---
title: "DoAny-Bench: A Comprehensive Benchmark for Evaluating Autonomous AI Agents on Real-World Tasks"
authors: Alex Chen, Priya Sharma, Marcus Liu, Sofia Reyes
affiliations: DoAny AI Research
date: 2026-04-13
arxiv: 2504.02495
tags: [autonomous-agents, benchmark, evaluation, tool-use, multi-step-reasoning]
---

# Abstract

We introduce **DoAny-Bench**, a holistic benchmark suite for evaluating autonomous AI agents across **1,247 real-world tasks** spanning software engineering, data analysis, research synthesis, and creative production. Unlike existing benchmarks that focus on isolated capabilities, DoAny-Bench measures end-to-end task completion with human-validated acceptance criteria. We evaluate 12 leading agent frameworks and find that while frontier models achieve **67% on constrained sub-tasks**, performance drops to **34% on multi-step workflows** requiring tool orchestration. We release the full evaluation harness, task corpus, and human annotations under an Apache 2.0 license to accelerate progress on general-purpose AI agents.

# 1. Introduction

Autonomous AI agents are rapidly advancing beyond single-turn question answering toward multi-step, tool-augmented workflows. However, the evaluation landscape remains fragmented: existing benchmarks either test narrow capabilities in isolation (e.g., code generation, web browsing) or rely on synthetic tasks that fail to capture the complexity of real-world work.

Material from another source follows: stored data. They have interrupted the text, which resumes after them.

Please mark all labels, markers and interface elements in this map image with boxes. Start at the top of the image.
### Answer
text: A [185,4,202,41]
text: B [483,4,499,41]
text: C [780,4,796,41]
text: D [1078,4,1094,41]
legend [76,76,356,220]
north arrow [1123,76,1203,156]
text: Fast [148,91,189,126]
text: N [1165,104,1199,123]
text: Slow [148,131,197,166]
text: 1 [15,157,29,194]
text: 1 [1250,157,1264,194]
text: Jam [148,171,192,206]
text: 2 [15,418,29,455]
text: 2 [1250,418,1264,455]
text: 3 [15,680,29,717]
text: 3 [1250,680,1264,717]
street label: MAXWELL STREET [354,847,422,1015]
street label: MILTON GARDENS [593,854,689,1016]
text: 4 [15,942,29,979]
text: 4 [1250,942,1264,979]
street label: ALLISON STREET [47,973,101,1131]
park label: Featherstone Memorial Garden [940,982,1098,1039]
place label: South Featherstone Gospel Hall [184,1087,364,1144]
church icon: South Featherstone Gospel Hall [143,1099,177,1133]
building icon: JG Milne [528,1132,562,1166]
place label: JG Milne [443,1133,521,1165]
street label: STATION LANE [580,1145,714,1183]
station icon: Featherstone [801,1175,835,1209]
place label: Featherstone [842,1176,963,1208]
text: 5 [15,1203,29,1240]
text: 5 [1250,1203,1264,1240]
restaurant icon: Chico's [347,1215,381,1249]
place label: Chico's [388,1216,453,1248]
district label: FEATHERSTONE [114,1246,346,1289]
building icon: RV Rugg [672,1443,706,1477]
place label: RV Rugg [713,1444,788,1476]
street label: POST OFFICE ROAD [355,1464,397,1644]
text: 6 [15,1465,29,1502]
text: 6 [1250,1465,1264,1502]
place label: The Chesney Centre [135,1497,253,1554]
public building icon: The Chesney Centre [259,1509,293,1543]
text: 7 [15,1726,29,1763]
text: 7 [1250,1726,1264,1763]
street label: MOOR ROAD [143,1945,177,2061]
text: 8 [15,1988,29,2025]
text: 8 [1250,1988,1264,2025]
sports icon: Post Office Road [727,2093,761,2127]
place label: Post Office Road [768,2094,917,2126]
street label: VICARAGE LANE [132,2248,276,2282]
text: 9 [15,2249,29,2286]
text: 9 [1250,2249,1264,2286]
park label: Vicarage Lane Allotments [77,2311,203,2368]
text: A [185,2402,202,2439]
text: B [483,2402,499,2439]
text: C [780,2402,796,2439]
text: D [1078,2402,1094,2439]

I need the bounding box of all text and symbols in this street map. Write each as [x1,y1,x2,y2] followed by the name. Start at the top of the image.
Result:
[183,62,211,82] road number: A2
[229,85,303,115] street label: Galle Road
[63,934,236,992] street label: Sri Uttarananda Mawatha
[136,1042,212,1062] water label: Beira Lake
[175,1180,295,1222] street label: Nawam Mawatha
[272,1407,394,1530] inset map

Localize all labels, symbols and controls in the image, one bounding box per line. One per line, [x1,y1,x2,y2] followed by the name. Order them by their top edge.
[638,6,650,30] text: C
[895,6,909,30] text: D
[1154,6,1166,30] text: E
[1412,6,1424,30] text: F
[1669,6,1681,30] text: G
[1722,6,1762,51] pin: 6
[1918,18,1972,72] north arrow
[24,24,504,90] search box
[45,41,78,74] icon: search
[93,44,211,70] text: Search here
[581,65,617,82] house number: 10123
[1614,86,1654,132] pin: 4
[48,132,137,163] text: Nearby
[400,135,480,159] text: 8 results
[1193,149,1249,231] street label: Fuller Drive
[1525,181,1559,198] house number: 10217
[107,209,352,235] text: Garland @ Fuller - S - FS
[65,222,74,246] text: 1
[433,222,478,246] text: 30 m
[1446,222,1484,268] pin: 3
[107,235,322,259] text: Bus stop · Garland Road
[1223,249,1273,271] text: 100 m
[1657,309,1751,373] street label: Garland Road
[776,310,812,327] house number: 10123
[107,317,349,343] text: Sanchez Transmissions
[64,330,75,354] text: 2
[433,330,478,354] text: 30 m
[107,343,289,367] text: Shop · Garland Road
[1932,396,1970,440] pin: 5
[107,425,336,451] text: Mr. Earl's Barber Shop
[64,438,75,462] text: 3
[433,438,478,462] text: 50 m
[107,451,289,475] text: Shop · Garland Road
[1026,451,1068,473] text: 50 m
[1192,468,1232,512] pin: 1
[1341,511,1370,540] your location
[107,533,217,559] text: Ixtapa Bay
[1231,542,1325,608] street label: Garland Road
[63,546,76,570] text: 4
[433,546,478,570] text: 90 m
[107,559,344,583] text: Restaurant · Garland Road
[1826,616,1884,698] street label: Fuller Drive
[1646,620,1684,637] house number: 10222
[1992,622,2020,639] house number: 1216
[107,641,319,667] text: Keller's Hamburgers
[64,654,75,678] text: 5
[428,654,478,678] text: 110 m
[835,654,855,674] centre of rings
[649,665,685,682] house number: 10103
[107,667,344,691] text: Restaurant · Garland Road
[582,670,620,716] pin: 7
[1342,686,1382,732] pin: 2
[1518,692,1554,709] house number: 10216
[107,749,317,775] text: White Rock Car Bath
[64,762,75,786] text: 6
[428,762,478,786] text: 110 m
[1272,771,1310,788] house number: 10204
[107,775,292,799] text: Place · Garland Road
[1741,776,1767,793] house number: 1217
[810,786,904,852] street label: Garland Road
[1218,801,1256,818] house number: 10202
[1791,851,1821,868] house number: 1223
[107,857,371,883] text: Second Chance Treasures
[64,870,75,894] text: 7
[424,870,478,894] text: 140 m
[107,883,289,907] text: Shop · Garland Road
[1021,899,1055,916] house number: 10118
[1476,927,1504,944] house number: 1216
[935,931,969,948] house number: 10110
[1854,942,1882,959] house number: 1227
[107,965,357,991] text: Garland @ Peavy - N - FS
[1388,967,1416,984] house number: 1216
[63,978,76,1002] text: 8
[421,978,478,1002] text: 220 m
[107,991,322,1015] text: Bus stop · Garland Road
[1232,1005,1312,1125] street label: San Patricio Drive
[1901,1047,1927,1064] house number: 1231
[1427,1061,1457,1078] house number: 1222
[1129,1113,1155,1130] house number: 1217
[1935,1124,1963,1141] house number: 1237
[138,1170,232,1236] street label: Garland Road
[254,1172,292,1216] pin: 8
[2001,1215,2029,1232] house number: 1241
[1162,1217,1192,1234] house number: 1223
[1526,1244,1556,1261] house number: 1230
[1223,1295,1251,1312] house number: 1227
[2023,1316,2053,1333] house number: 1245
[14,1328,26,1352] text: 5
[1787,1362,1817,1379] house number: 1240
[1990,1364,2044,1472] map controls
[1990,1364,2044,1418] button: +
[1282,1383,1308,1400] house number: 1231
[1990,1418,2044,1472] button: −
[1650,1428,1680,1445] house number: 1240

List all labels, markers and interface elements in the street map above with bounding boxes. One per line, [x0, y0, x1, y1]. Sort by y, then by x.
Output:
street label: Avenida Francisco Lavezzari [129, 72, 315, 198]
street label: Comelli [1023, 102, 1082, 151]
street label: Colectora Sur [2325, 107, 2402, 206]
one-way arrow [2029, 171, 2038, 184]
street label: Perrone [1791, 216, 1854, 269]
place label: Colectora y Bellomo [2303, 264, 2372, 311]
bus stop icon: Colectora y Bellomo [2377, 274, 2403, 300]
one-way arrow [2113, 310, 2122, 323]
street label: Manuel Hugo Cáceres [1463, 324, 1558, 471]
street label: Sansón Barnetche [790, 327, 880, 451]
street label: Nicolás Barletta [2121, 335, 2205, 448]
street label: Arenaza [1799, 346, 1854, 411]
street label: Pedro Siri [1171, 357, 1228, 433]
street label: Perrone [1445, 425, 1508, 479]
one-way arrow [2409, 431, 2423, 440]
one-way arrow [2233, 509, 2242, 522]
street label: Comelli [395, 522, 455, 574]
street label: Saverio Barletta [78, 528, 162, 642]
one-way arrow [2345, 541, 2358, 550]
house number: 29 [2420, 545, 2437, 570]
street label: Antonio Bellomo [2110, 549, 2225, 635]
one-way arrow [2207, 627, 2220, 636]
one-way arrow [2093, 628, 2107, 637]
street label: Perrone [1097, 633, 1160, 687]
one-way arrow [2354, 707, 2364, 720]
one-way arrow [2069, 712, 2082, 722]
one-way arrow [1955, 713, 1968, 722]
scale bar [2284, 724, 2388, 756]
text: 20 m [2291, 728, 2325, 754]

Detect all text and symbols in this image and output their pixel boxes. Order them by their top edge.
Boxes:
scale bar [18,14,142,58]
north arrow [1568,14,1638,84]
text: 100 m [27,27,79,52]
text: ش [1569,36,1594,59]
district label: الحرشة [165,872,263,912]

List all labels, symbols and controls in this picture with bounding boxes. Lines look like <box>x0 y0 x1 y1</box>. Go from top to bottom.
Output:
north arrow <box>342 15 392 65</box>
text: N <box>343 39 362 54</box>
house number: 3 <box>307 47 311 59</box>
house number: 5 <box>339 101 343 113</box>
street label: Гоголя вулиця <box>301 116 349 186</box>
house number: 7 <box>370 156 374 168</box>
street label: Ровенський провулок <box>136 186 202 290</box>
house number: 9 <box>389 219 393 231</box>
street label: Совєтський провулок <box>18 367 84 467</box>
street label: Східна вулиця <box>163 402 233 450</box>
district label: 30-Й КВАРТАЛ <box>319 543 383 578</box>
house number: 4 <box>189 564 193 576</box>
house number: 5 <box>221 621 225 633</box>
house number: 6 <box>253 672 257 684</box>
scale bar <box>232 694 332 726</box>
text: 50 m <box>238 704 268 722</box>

**DoAny-Bench** addresses this gap with three design principles:

1. **Real-world grounding** -- Every task is sourced from actual workflows performed by knowledge workers, not synthetically generated.
2. **End-to-end evaluation** -- Tasks require planning, tool selection, multi-step execution, and self-correction, not just a single API call.
3. **Human-validated acceptance** -- Each task includes acceptance criteria written and verified by domain experts, ensuring evaluation fidelity.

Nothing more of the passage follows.